Assidragon on 8/12/2005 at 23:27
Quote Posted by ToxicFrog
80x86 assembly, which is a cthonian abomination created for the sole purpose of driving coders insane
Quoted for truth. Found that out the hard way with SS2.
ToxicFrog on 9/12/2005 at 03:17
And yet, despite this, I persist in trying to write a keyboard remapper for SS1 that I'll never use.
[EDIT]
Dammit!
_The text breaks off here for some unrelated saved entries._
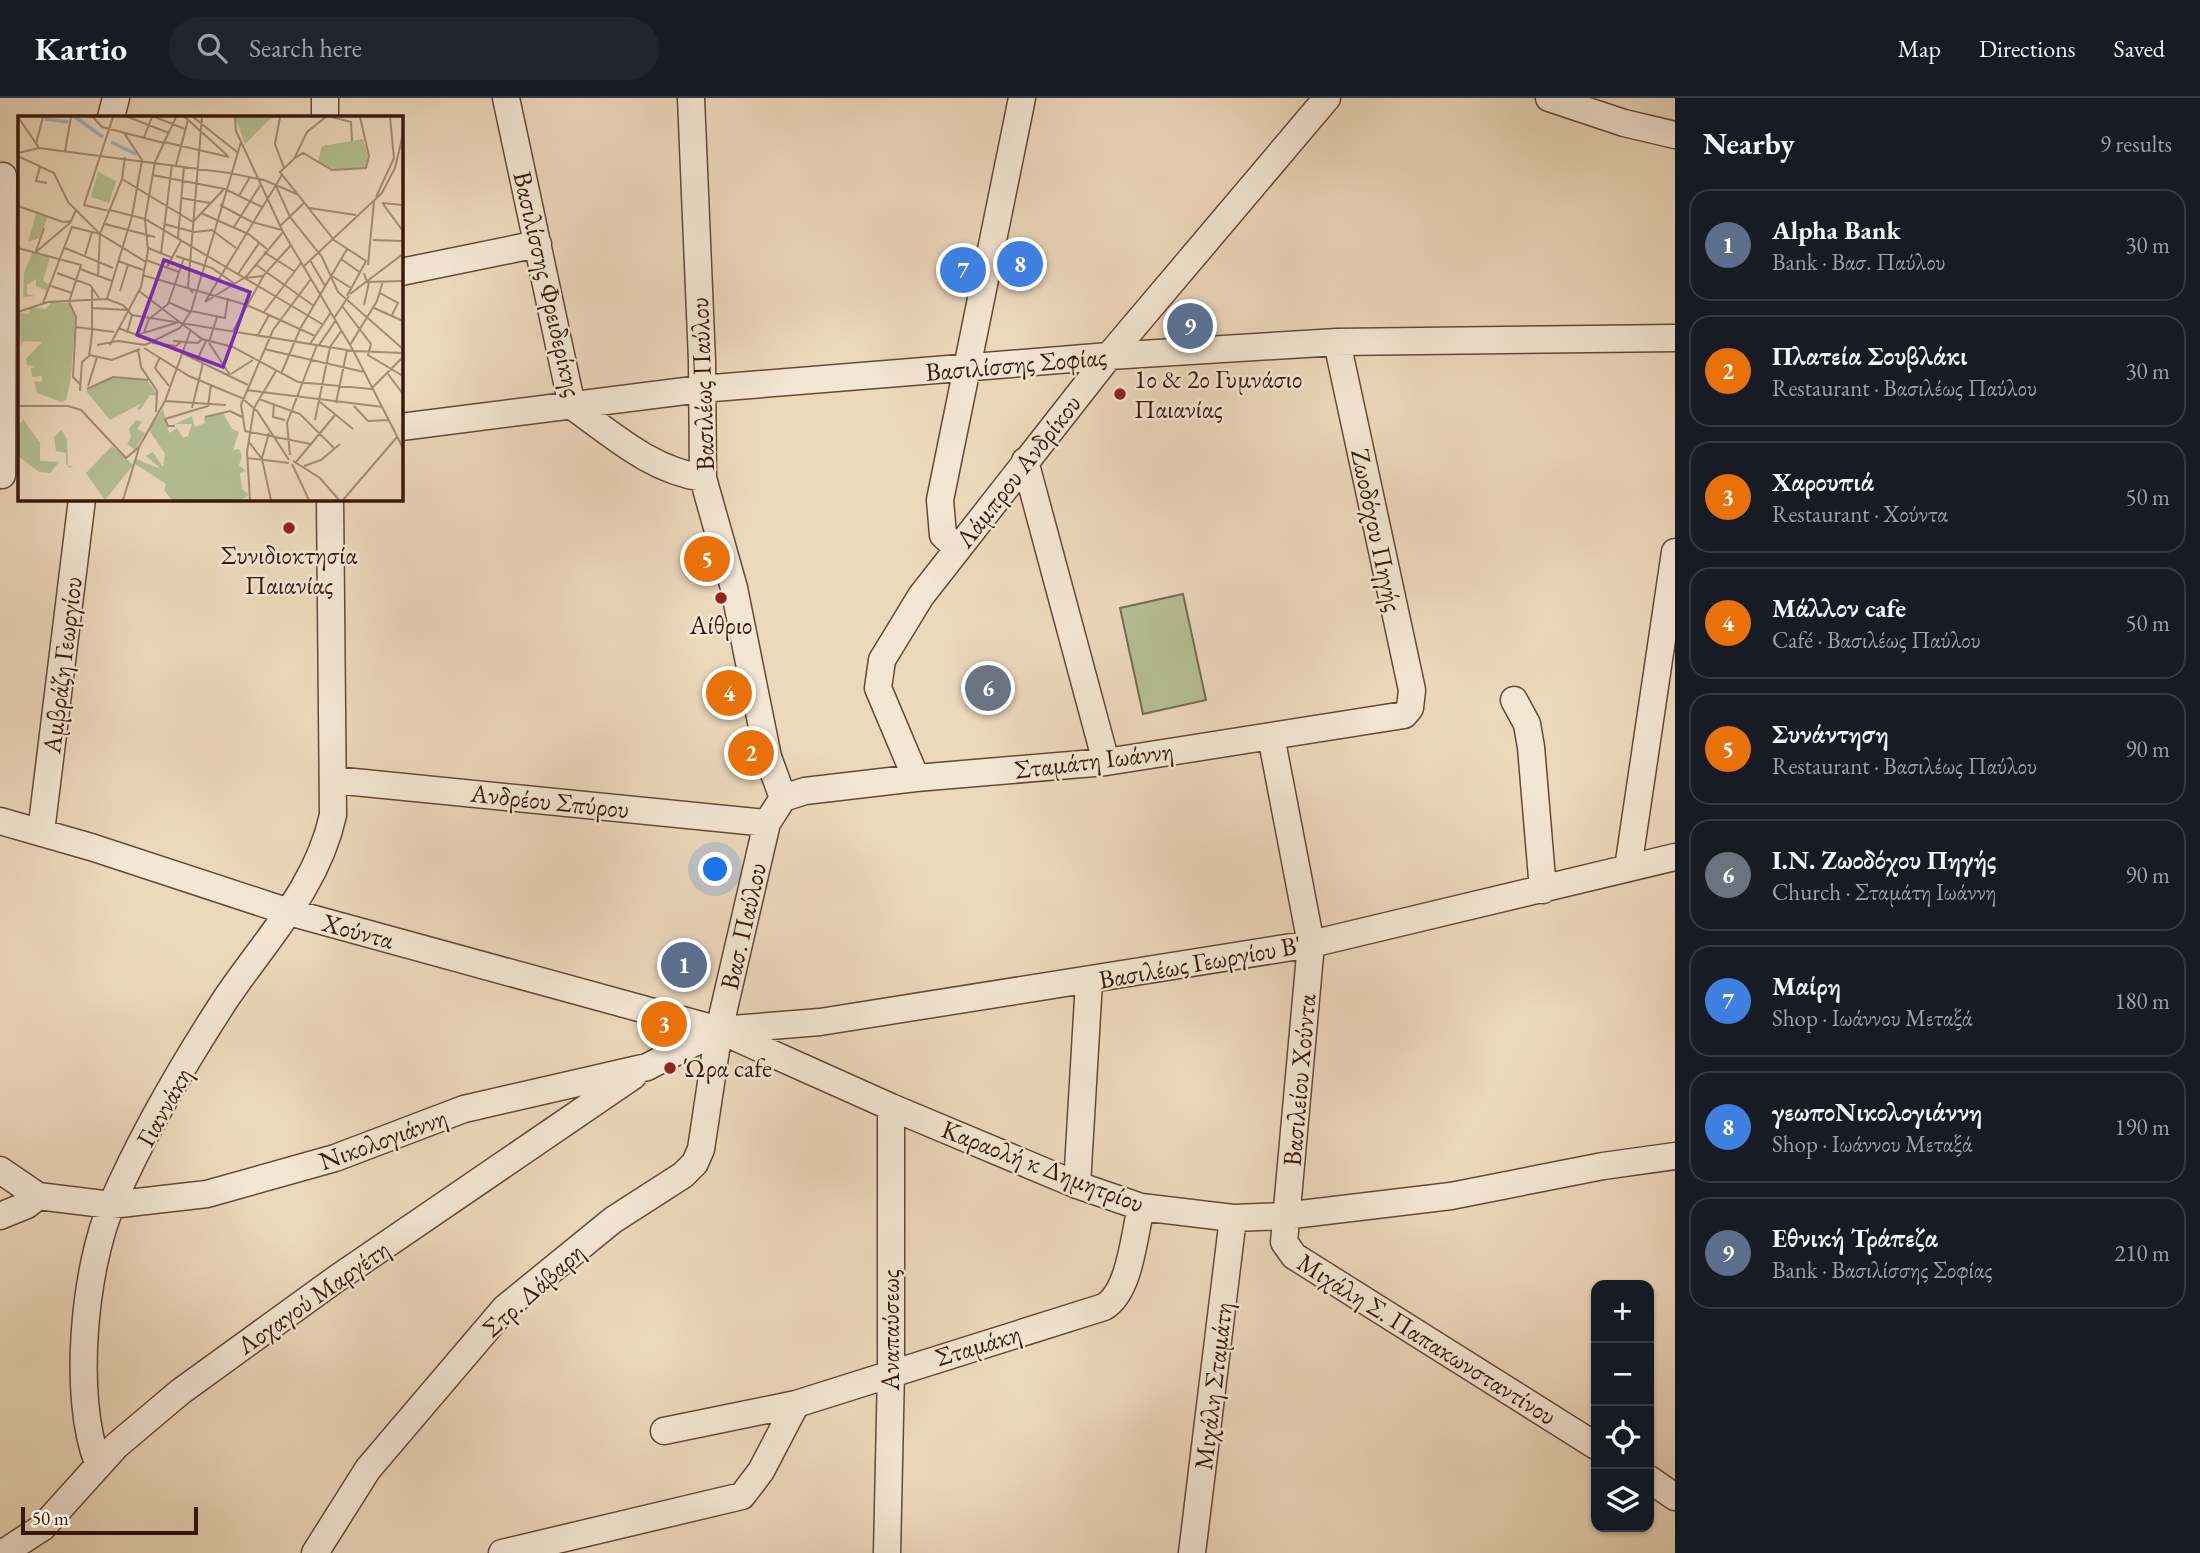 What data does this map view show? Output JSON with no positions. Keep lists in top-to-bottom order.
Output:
{
  "streets": {
    "street": [
      "Βασιλίσσης Φρειδερίκης",
      "Βασιλίσσης Σοφίας",
      "Βασιλέως Παύλου",
      "Λάμπρου Ανδρίκου",
      "Ζωοδόχου Πηγής",
      "Αμβράζη Γεωργίου",
      "Σταμάτη Ιωάννη",
      "Ανδρέου Σπύρου",
      "Βασ. Παύλου",
      "Χούντα",
      "Βασιλέως Γεωργίου Β'",
      "Βασιλείου Χούντα",
      "Γιαννάκη",
      "Νικολογιάννη",
      "Καραολή κ Δημητρίου",
      "Στρ. Δάβαρη",
      "Λοχαγού Μαργέτη",
      "Αναπαύσεως",
      "Μιχάλη Σ. Παπακωνσταντίνου",
      "Σταμάκη",
      "Μιχάλη Σταμάτη"
    ]
  },
  "crossings": [
    ["Βασιλίσσης Φρειδερίκης", "Βασιλίσσης Σοφίας"],
    ["Βασιλίσσης Φρειδερίκης", "Βασιλέως Παύλου"],
    ["Βασιλίσσης Σοφίας", "Βασιλέως Παύλου"],
    ["Βασιλίσσης Σοφίας", "Λάμπρου Ανδρίκου"],
    ["Βασιλίσσης Σοφίας", "Ζωοδόχου Πηγής"],
    ["Βασιλέως Παύλου", "Σταμάτη Ιωάννη"],
    ["Λάμπρου Ανδρίκου", "Σταμάτη Ιωάννη"],
    ["Ζωοδόχου Πηγής", "Σταμάτη Ιωάννη"],
    ["Αμβράζη Γεωργίου", "Χούντα"],
    ["Σταμάτη Ιωάννη", "Βασιλείου Χούντα"],
    ["Ανδρέου Σπύρου", "Βασ. Παύλου"],
    ["Ανδρέου Σπύρου", "Γιαννάκη"],
    ["Βασ. Παύλου", "Χούντα"],
    ["Βασ. Παύλου", "Βασιλέως Γεωργίου Β'"],
    ["Βασ. Παύλου", "Νικολογιάννη"],
    ["Βασ. Παύλου", "Καραολή κ Δημητρίου"],
    ["Βασ. Παύλου", "Στρ. Δάβαρη"],
    ["Χούντα", "Βασιλέως Γεωργίου Β'"],
    ["Χούντα", "Γιαννάκη"],
    ["Χούντα", "Νικολογιάννη"],
    ["Χούντα", "Καραολή κ Δημητρίου"],
    ["Χούντα", "Στρ. Δάβαρη"],
    ["Βασιλέως Γεωργίου Β'", "Βασιλείου Χούντα"],
    ["Βασιλέως Γεωργίου Β'", "Νικολογιάννη"],
    ["Βασιλέως Γεωργίου Β'", "Καραολή κ Δημητρίου"],
    ["Βασιλέως Γεωργίου Β'", "Στρ. Δάβαρη"],
    ["Βασιλείου Χούντα", "Καραολή κ Δημητρίου"],
    ["Βασιλείου Χούντα", "Μιχάλη Σ. Παπακωνσταντίνου"],
    ["Γιαννάκη", "Νικολογιάννη"],
    ["Γιαννάκη", "Λοχαγού Μαργέτη"],
    ["Νικολογιάννη", "Καραολή κ Δημητρίου"],
    ["Νικολογιάννη", "Στρ. Δάβαρη"],
    ["Νικολογιάννη", "Λοχαγού Μαργέτη"],
    ["Καραολή κ Δημητρίου", "Στρ. Δάβαρη"],
    ["Καραολή κ Δημητρίου", "Αναπαύσεως"],
    ["Καραολή κ Δημητρίου", "Μιχάλη Σ. Παπακωνσταντίνου"],
    ["Καραολή κ Δημητρίου", "Σταμάκη"],
    ["Καραολή κ Δημητρίου", "Μιχάλη Σταμάτη"],
    ["Αναπαύσεως", "Σταμάκη"]
  ],
  "places": [
    "1ο & 2ο Γυμνάσιο Παιανίας",
    "Συνιδιοκτησία Παιανίας",
    "Αίθριο",
    "Ώρα cafe"
  ],
  "scale_bar": "50 m",
  "page": {
    "header": "Kartio",
    "search": "Search here",
    "nav": ["Map", "Directions", "Saved"],
    "heading": ["Nearby", "9 results"],
    "list": [
      {
        "mark": "1",
        "name": "Alpha Bank",
        "note": "Bank · Βασ. Παύλου",
        "value": "30 m"
      },
      {
        "mark": "2",
        "name": "Πλατεία Σουβλάκι",
        "note": "Restaurant · Βασιλέως Παύλου",
        "value": "30 m"
      },
      {
        "mark": "3",
        "name": "Χαρουπιά",
        "note": "Restaurant · Χούντα",
        "value": "50 m"
      },
      {
        "mark": "4",
        "name": "Μάλλον cafe",
        "note": "Café · Βασιλέως Παύλου",
        "value": "50 m"
      },
      {
        "mark": "5",
        "name": "Συνάντηση",
        "note": "Restaurant · Βασιλέως Παύλου",
        "value": "90 m"
      },
      {
        "mark": "6",
        "name": "Ι.Ν. Ζωοδόχου Πηγής",
        "note": "Church · Σταμάτη Ιωάννη",
        "value": "90 m"
      },
      {
        "mark": "7",
        "name": "Μαίρη",
        "note": "Shop · Ιωάννου Μεταξά",
        "value": "180 m"
      },
      {
        "mark": "8",
        "name": "γεωποΝικολογιάννη",
        "note": "Shop · Ιωάννου Μεταξά",
        "value": "190 m"
      },
      {
        "mark": "9",
        "name": "Εθνική Τράπεζα",
        "note": "Bank · Βασιλίσσης Σοφίας",
        "value": "210 m"
      }
    ],
    "pins": [
      "8",
      "7",
      "9",
      "5",
      "6",
      "4",
      "2",
      "1",
      "3"
    ],
    "map_buttons": ["+", "−"],
    "scale": "50 m"
  }
}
I had the jump table right in front of me and then IDA crashed!
[EDIT]
The graph of function calls from the keyboard interrupt handler is a an abstract painting of the Lovecraftian horrors that lie in wait outside reality. Gaze upon it too long and it will peel away the thin layer of sanity that seperates your mind from Outside and leave you gibbering and empty.
It also takes 30 seconds of CPU time to render.
[EDIT]
Hang on, there aren't any function calls in the interrupt handler!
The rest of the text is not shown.